- [Requirement]: Beginning with the first line, please repeat the entries exactly and end on the line that contains "position:relative; width:1970px; height:1071px;".

- [Records provided]:
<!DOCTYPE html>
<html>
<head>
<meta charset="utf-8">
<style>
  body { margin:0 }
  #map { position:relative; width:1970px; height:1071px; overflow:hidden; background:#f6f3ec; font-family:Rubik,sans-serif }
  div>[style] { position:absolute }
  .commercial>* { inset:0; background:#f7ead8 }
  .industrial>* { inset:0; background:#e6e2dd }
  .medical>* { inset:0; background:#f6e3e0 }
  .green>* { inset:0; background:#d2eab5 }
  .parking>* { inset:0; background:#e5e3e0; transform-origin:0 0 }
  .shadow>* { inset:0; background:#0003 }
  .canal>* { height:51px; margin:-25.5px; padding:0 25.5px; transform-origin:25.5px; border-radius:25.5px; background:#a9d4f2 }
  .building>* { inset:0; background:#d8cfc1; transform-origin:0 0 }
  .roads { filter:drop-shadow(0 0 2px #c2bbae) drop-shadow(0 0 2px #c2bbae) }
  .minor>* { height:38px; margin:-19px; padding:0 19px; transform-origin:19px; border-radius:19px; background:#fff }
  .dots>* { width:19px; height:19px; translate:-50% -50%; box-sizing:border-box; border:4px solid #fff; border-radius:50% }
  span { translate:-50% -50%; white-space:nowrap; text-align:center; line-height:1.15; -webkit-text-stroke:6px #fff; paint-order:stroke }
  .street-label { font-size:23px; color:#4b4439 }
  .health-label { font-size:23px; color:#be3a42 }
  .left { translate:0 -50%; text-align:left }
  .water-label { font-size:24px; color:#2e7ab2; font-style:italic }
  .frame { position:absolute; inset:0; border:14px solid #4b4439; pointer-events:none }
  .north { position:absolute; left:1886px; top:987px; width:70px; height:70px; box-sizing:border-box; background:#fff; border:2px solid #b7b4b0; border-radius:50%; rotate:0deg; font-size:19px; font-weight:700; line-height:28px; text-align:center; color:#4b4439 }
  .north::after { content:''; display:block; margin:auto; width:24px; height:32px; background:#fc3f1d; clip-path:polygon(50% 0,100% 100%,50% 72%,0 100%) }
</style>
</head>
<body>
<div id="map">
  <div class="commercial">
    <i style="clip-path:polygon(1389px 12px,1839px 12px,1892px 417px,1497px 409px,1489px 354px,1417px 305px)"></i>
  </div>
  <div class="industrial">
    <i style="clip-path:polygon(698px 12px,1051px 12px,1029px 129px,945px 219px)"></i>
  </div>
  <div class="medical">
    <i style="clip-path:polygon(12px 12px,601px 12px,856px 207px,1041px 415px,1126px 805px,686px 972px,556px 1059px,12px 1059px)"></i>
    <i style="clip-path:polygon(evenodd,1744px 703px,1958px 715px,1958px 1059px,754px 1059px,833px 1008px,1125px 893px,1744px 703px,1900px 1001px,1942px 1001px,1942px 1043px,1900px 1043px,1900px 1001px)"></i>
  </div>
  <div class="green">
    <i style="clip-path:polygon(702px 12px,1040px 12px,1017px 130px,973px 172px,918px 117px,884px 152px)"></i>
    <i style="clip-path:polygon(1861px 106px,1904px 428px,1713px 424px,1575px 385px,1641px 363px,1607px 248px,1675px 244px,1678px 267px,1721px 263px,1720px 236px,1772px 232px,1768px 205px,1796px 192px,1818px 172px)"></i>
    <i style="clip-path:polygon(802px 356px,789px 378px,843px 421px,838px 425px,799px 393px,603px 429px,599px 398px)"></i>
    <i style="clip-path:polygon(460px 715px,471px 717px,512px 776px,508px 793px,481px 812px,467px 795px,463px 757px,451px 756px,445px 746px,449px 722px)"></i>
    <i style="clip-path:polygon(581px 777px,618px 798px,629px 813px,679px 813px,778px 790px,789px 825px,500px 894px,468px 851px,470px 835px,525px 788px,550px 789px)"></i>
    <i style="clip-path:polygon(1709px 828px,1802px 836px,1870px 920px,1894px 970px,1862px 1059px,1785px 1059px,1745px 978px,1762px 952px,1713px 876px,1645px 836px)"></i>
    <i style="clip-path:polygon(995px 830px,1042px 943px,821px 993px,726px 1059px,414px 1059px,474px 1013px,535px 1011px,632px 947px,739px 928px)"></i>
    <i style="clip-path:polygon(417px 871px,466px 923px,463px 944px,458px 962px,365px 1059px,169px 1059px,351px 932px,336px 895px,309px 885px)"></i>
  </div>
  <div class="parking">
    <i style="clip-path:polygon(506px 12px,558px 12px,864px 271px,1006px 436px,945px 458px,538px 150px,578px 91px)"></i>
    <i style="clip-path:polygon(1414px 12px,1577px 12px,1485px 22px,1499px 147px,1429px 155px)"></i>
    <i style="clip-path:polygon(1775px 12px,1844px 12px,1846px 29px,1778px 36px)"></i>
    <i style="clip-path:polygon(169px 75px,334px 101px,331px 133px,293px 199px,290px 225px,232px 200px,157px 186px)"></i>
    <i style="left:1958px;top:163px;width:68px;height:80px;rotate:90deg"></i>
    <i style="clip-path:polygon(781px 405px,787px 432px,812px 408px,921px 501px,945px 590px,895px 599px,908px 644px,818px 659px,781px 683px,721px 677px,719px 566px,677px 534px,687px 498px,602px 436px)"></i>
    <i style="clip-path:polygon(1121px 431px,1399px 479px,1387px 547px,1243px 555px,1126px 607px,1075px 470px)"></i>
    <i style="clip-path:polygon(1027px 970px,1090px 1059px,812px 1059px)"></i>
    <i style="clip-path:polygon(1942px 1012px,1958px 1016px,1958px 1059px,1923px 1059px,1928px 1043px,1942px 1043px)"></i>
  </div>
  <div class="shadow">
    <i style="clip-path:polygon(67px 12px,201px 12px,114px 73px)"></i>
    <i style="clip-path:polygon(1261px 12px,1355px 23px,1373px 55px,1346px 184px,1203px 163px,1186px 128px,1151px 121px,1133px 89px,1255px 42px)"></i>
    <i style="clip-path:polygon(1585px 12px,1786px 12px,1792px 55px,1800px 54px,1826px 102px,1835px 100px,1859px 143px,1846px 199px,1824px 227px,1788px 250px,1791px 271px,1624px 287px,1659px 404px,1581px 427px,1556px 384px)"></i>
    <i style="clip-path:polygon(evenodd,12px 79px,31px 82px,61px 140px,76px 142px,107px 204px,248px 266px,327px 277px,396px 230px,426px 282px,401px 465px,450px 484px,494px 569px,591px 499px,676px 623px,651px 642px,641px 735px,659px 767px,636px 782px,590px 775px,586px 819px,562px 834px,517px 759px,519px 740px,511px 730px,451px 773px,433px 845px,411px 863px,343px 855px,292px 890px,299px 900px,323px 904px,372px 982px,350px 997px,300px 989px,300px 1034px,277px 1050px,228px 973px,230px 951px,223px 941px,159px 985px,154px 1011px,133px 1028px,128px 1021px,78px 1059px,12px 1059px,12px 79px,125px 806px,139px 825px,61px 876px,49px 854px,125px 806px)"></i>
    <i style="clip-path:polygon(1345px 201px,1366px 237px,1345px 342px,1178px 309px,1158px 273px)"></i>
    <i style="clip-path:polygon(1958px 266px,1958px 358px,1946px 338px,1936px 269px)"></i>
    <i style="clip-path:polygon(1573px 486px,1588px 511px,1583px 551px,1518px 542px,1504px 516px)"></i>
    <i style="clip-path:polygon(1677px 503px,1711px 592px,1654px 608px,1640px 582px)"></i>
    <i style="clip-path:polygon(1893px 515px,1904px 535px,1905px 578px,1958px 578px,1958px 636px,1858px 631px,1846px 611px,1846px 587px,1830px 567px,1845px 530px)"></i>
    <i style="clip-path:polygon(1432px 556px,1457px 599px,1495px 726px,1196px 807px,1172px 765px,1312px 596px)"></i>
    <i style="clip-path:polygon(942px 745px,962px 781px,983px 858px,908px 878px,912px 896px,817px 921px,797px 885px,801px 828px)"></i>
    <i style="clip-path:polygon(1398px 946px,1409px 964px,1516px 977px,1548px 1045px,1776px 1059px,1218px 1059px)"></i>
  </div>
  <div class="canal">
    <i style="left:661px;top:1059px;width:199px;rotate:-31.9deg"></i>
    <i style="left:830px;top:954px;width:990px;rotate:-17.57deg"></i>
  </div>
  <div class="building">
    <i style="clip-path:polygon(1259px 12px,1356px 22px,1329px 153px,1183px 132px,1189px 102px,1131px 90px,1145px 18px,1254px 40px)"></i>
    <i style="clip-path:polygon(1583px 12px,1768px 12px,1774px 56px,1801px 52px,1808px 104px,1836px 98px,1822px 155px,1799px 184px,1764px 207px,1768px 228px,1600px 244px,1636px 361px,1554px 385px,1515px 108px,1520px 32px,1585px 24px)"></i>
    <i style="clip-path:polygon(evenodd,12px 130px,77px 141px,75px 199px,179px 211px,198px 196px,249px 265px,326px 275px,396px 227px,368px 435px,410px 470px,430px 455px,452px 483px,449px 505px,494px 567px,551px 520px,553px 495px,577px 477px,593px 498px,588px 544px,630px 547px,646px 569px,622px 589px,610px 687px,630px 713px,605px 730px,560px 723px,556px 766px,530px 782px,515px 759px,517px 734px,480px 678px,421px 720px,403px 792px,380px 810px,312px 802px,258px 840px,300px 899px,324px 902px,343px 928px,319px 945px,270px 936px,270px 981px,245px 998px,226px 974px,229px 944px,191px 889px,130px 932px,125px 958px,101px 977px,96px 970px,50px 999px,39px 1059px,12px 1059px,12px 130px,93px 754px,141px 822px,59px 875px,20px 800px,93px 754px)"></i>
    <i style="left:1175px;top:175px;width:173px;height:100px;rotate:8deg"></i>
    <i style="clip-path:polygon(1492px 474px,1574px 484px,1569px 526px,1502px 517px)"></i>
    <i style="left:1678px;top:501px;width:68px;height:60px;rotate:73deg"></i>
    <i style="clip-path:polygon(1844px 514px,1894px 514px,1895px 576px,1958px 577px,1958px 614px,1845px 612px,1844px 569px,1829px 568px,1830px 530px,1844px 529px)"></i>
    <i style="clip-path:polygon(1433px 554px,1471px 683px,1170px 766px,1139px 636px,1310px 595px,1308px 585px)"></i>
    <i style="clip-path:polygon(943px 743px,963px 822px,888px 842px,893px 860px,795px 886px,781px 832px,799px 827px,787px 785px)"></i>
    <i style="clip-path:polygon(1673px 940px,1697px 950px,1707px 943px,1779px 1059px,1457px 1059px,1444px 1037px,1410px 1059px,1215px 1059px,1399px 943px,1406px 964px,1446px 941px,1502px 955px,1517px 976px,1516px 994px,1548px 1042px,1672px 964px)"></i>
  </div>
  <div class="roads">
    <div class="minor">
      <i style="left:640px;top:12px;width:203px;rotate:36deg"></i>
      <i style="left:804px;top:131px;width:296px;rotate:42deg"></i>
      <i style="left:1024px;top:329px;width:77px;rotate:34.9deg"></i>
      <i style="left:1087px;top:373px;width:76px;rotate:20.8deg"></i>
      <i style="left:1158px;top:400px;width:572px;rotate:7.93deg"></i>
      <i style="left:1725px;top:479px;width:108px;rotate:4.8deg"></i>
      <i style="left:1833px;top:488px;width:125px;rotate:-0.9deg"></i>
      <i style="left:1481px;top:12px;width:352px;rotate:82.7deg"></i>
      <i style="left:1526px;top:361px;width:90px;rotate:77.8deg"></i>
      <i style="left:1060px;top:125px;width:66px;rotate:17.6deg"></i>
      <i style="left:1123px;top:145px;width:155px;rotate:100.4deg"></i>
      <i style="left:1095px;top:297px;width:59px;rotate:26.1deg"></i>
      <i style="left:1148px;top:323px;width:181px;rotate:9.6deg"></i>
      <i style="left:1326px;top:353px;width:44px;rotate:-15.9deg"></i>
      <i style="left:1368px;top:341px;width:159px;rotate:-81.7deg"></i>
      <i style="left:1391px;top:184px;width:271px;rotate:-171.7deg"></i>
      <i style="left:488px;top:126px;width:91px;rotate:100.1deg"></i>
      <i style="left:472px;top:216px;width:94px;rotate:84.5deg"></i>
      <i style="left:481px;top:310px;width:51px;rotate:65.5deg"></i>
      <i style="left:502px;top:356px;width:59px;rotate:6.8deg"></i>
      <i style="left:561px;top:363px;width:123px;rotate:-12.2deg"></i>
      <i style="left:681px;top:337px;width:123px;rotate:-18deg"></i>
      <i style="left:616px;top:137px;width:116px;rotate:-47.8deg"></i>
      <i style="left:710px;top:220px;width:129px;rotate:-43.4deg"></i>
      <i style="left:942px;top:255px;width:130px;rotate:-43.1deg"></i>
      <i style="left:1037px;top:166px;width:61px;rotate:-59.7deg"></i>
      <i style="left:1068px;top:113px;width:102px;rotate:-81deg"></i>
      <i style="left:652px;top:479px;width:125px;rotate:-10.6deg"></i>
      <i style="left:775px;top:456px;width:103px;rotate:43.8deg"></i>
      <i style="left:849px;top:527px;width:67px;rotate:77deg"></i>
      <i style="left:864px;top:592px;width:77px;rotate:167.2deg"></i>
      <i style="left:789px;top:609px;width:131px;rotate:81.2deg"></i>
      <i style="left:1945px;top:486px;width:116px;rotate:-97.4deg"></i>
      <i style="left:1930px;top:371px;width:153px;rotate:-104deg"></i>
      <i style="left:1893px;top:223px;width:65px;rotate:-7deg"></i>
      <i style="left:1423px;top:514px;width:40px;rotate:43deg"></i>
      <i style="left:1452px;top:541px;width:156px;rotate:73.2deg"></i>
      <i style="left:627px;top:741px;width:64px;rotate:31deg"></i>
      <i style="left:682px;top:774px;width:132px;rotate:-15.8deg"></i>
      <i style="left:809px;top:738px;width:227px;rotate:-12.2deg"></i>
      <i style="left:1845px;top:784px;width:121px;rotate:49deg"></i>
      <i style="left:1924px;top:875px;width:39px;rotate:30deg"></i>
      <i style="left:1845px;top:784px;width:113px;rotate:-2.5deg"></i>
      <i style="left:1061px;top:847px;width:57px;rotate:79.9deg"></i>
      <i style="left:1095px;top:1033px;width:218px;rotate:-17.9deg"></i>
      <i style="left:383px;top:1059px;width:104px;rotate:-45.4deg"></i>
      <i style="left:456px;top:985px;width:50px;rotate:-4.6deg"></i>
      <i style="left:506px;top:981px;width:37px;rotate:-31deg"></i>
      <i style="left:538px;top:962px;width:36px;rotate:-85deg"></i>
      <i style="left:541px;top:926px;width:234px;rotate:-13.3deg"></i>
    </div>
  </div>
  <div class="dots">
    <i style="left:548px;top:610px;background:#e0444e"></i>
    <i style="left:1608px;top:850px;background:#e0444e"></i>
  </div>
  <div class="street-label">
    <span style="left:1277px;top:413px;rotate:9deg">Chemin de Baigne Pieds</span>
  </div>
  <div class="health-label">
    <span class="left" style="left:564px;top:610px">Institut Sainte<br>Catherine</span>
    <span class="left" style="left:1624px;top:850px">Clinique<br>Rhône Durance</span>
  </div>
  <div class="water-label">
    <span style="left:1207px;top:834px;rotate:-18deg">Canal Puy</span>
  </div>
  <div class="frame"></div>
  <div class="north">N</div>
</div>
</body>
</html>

- [Finished exercise]:
<!DOCTYPE html>
<html>
<head>
<meta charset="utf-8">
<style>
  body { margin:0 }
  #map { position:relative; width:1970px; height:1071px; overflow:hidden; background:#f6f3ec; font-family:Rubik,sans-serif }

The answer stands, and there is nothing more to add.